◆ **WORK REQUIRED**
Look through the entries below for the line that contains "8h14l-1 12H6zM9 8a3", then set down that line and each one after it exactly, through the last.

◆ **DATA TO PROCESS**

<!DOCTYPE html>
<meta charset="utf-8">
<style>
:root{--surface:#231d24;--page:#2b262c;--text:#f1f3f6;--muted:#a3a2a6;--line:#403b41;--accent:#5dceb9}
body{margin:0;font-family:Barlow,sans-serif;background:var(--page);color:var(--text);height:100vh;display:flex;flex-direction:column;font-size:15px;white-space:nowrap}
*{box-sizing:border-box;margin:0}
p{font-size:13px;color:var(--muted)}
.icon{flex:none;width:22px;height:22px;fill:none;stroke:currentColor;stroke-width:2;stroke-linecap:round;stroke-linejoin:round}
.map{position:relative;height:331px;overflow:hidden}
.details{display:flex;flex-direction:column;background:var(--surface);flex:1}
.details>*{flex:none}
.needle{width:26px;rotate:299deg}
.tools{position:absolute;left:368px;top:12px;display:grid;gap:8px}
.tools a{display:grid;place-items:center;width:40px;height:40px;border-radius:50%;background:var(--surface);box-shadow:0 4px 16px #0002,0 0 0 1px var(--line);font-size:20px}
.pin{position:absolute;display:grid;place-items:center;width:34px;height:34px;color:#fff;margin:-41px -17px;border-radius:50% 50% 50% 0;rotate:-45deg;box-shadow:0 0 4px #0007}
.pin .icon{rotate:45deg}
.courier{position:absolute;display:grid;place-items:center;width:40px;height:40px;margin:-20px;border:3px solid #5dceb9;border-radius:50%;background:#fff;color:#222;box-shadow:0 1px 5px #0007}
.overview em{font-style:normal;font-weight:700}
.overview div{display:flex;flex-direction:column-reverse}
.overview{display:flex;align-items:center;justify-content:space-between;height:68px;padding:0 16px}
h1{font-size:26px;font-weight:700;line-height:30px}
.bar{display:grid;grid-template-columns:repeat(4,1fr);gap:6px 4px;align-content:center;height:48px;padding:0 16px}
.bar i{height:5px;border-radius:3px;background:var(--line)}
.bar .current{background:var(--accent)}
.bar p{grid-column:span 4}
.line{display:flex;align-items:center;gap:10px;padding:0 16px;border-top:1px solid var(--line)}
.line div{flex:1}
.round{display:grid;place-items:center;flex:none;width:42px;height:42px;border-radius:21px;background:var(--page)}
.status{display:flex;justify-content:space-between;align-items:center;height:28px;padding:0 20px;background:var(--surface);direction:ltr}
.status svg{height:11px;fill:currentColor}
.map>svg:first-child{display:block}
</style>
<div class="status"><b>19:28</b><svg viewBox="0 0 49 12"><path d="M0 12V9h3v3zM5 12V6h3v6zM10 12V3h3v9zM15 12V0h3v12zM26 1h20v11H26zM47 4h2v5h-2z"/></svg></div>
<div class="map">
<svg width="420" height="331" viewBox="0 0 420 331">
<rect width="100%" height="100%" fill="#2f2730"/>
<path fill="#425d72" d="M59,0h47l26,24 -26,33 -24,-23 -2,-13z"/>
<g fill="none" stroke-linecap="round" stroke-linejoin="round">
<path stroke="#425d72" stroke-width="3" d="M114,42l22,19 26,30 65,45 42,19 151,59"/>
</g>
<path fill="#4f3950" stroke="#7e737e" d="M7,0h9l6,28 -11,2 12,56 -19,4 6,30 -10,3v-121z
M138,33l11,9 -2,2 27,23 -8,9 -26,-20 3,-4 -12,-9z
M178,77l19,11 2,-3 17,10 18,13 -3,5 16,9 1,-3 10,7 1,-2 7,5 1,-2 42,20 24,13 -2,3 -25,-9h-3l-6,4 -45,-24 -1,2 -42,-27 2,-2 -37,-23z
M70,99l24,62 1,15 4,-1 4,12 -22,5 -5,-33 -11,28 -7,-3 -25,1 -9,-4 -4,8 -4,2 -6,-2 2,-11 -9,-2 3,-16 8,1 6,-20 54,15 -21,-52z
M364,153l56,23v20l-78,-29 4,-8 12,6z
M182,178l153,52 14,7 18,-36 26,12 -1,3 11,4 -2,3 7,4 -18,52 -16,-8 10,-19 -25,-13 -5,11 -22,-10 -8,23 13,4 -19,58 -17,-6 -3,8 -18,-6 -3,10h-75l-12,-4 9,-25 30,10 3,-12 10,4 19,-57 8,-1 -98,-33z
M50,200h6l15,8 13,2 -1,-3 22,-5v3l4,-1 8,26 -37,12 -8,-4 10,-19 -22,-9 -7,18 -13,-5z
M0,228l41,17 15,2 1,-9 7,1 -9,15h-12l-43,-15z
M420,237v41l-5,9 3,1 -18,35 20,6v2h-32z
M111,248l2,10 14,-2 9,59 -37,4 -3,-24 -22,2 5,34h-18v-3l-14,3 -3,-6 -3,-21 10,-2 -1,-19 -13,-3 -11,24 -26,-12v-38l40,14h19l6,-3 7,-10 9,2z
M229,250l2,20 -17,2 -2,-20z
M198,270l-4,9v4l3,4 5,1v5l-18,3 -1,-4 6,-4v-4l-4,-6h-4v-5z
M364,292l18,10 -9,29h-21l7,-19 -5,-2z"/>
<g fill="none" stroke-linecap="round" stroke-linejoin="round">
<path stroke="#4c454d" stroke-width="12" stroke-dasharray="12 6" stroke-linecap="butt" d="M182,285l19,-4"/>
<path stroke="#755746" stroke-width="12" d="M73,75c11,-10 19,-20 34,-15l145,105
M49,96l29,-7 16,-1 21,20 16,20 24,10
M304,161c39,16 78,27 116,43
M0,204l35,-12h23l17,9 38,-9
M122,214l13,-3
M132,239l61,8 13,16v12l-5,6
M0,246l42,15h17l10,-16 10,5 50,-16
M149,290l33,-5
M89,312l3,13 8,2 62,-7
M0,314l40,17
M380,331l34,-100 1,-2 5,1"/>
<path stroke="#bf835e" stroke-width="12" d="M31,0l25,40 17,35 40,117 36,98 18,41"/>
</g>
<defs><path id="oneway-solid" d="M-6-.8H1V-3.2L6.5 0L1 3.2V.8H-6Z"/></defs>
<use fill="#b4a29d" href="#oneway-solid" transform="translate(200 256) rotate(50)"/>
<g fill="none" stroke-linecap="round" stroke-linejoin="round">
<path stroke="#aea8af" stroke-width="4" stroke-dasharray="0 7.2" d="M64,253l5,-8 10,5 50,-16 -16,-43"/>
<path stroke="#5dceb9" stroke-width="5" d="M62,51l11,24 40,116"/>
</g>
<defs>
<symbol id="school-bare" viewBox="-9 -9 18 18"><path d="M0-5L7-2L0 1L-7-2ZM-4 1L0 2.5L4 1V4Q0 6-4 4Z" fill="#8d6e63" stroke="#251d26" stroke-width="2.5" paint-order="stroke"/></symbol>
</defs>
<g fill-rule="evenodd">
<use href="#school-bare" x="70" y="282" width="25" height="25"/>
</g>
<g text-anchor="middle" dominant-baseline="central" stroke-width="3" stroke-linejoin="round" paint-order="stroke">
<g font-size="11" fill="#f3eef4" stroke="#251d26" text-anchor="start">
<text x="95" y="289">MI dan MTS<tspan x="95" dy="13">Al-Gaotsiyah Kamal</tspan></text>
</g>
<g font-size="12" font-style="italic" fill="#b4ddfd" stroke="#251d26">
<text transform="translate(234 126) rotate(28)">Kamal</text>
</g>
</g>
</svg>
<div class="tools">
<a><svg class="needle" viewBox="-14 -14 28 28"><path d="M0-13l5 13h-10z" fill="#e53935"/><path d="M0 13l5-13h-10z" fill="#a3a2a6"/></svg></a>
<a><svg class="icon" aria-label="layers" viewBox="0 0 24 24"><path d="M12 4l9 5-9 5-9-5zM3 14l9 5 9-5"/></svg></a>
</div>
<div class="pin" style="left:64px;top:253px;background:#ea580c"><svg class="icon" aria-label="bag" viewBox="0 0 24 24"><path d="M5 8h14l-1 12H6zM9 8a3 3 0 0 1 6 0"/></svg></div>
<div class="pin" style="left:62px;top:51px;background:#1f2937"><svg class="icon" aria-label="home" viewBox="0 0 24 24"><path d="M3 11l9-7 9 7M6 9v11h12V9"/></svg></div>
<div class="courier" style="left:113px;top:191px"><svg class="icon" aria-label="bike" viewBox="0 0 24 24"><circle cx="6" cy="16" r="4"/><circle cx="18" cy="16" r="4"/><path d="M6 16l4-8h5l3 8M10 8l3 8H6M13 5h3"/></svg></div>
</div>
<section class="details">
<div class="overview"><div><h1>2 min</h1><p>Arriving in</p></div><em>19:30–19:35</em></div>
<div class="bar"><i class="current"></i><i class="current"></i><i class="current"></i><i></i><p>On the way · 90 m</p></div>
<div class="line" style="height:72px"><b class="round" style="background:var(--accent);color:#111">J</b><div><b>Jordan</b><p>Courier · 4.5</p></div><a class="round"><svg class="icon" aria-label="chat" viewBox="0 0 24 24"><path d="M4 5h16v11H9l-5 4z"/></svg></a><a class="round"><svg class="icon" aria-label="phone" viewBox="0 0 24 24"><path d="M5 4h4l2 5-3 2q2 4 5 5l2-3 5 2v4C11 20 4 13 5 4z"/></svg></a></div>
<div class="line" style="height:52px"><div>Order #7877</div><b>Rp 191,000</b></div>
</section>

◆ **RESULT FOR THIS EXERCISE**
<div class="pin" style="left:64px;top:253px;background:#ea580c"><svg class="icon" aria-label="bag" viewBox="0 0 24 24"><path d="M5 8h14l-1 12H6zM9 8a3 3 0 0 1 6 0"/></svg></div>
<div class="pin" style="left:62px;top:51px;background:#1f2937"><svg class="icon" aria-label="home" viewBox="0 0 24 24"><path d="M3 11l9-7 9 7M6 9v11h12V9"/></svg></div>
<div class="courier" style="left:113px;top:191px"><svg class="icon" aria-label="bike" viewBox="0 0 24 24"><circle cx="6" cy="16" r="4"/><circle cx="18" cy="16" r="4"/><path d="M6 16l4-8h5l3 8M10 8l3 8H6M13 5h3"/></svg></div>
</div>
<section class="details">
<div class="overview"><div><h1>2 min</h1><p>Arriving in</p></div><em>19:30–19:35</em></div>
<div class="bar"><i class="current"></i><i class="current"></i><i class="current"></i><i></i><p>On the way · 90 m</p></div>
<div class="line" style="height:72px"><b class="round" style="background:var(--accent);color:#111">J</b><div><b>Jordan</b><p>Courier · 4.5</p></div><a class="round"><svg class="icon" aria-label="chat" viewBox="0 0 24 24"><path d="M4 5h16v11H9l-5 4z"/></svg></a><a class="round"><svg class="icon" aria-label="phone" viewBox="0 0 24 24"><path d="M5 4h4l2 5-3 2q2 4 5 5l2-3 5 2v4C11 20 4 13 5 4z"/></svg></a></div>
<div class="line" style="height:52px"><div>Order #7877</div><b>Rp 191,000</b></div>
</section>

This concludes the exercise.